- [What you should do] In the entries below, find the string "down" and return each line holding it.

=== Dataset extract ===

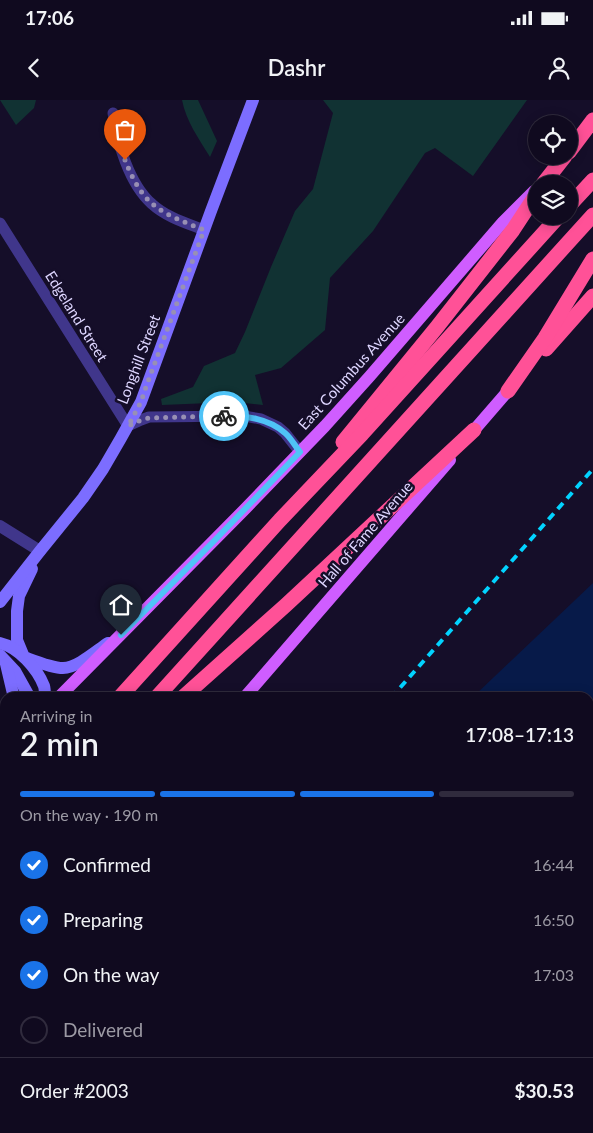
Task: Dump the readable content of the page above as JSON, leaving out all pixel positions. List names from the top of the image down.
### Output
{
  "streets": {
    "main road": ["Longhill Street", "East Columbus Avenue", "Hall of Fame Avenue"],
    "street": ["Edgeland Street"]
  },
  "crossings": [
    ["Edgeland Street", "Longhill Street"]
  ],
  "page": {
    "status": "17:06",
    "header": "Dashr",
    "heading": ["2 min", "Arriving in", "17:08–17:13"],
    "panel": ["Order #2003", "$30.53"],
    "bar": "On the way · 190 m",
    "list": [
      ["Confirmed", "16:44"],
      ["Preparing", "16:50"],
      ["On the way", "17:03"],
      "Delivered"
    ]
  }
}
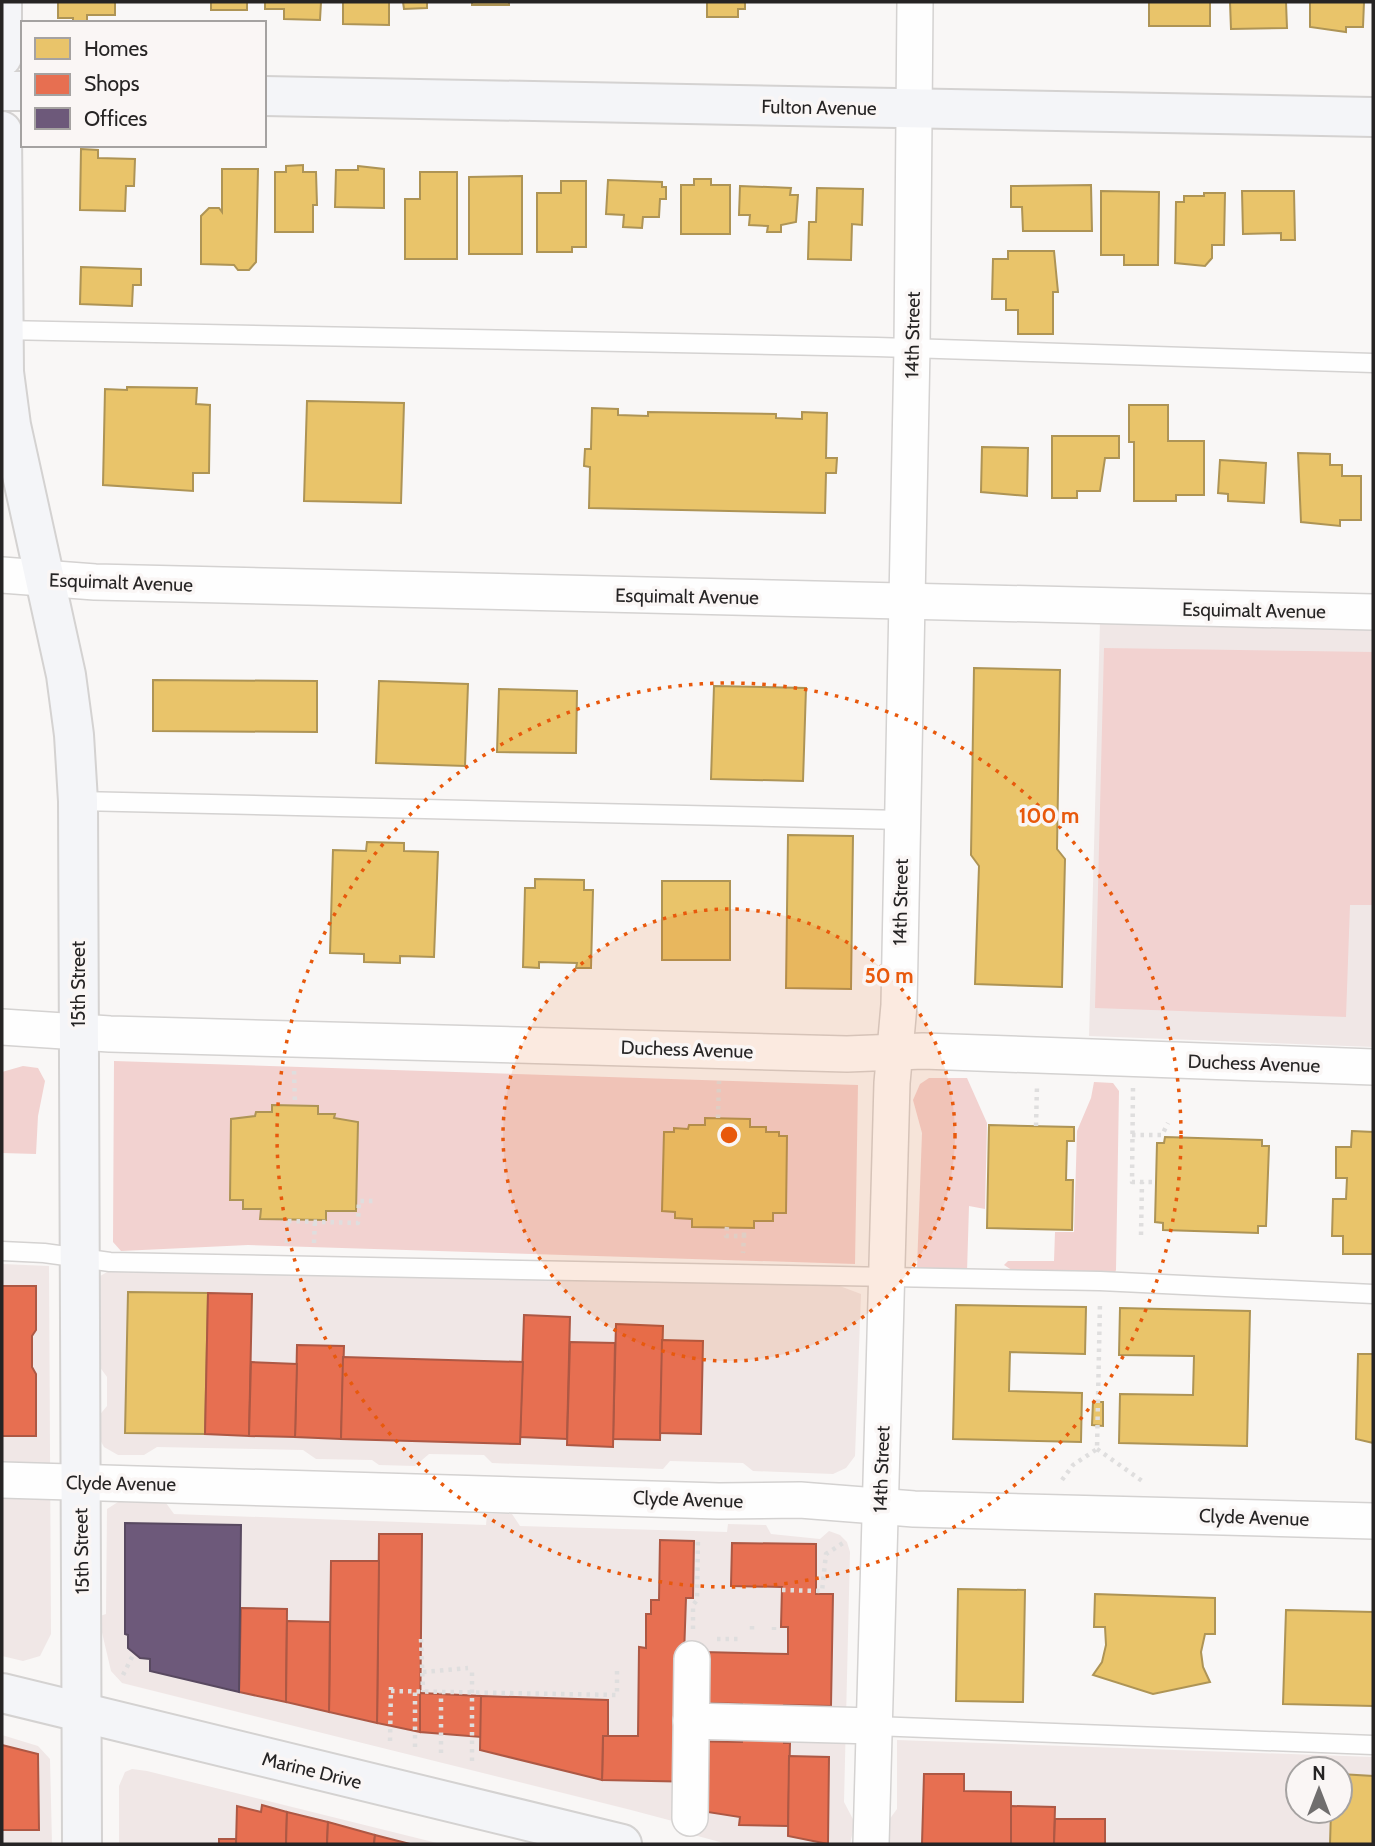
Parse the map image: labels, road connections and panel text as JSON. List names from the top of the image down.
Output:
{
  "streets": {
    "main road": ["Fulton Avenue", "15th Street", "Marine Drive"],
    "street": [
      "14th Street",
      "Esquimalt Avenue",
      "Duchess Avenue",
      "Clyde Avenue"
    ]
  },
  "crossings": [
    ["Fulton Avenue", "14th Street"],
    ["14th Street", "Esquimalt Avenue"],
    ["14th Street", "Duchess Avenue"],
    ["14th Street", "Clyde Avenue"],
    ["Esquimalt Avenue", "15th Street"],
    ["15th Street", "Duchess Avenue"],
    ["15th Street", "Clyde Avenue"],
    ["15th Street", "Marine Drive"]
  ],
  "legend": ["Homes", "Shops", "Offices"],
  "north": "top",
  "rings": ["100 m", "50 m"]
}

===

- [Output of the exercise]
Task: Dump the readable content of the page above as JSON, leaving out all pixel positions. List names from the top of the image down.
Parse the map image: labels, road connections and panel text as JSON. List names from the top of the image down.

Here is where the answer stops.